GG Brown 2355
Title: Estimating traffic incidents and quantifying resilience to events
This talk will describe new approaches to monitor traffic in the presence of incidents and events. In the first part of the talk, traffic state estimation and incident detection is posed as a hybrid state estimation problem. A continuous variable denotes the traffic state and a discrete model variable identifies the location and severity of an incident. The hybrid state is estimated using a multiple model particle smoother to accommodate the nonlinearity and switching dynamics of the traffic incident model. The proposed method is evaluated through numerical experiments using CORSIM as the model of the true state.
The second part of the talk proposes a method to quantify the resilience of transportation systems to events using GPS data from taxis. The method works by computing the historical distribution of pace between various regions of a city and measuring the pace deviations during an unusual event. This method is applied to a dataset of nearly 700 million taxi trips in New York City, which is available for download at http://publish.illinois.edu/dbwork/open-data/. The analysis indicates that Hurricane Sandy impacted traffic conditions for more than five days, and caused a peak delay of two minutes per mile. Practically, it identifies that the evacuation caused only minor disruptions, but significant delays were encountered during the post-disaster reentry process.

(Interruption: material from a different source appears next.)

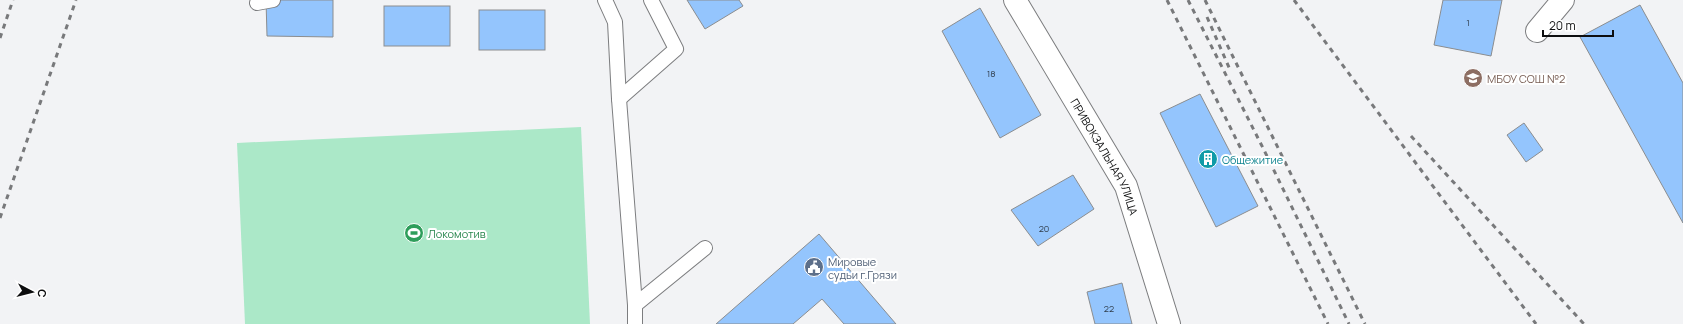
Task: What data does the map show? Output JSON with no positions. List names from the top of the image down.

Bio: Dan Work is an assistant professor in Civil & Environmental Engineering and a research assistant professor at the Coordinated Science Laboratory at the University of Illinois at Urbana-Champaign. He earned a Bachelor of Science degree (2006) from the Ohio State University, and a Master of Science (2007) and Ph.D. (2010) from the University of California, Berkeley, each in civil engineering. Work was a guest researcher at Microsoft Research, Redmond in 2010 and a visiting researcher at Nokia Research Center, Palo Alto from 2008-2010. His research interests are control, estimation, and optimization of transportation systems, mobile sensing, and inverse modeling and data assimilation. Prof. Work has won a number of awards including the CAREER Award from the National Science Foundation in 2014 and the IEEE ITSS Best Dissertation Award in 2011.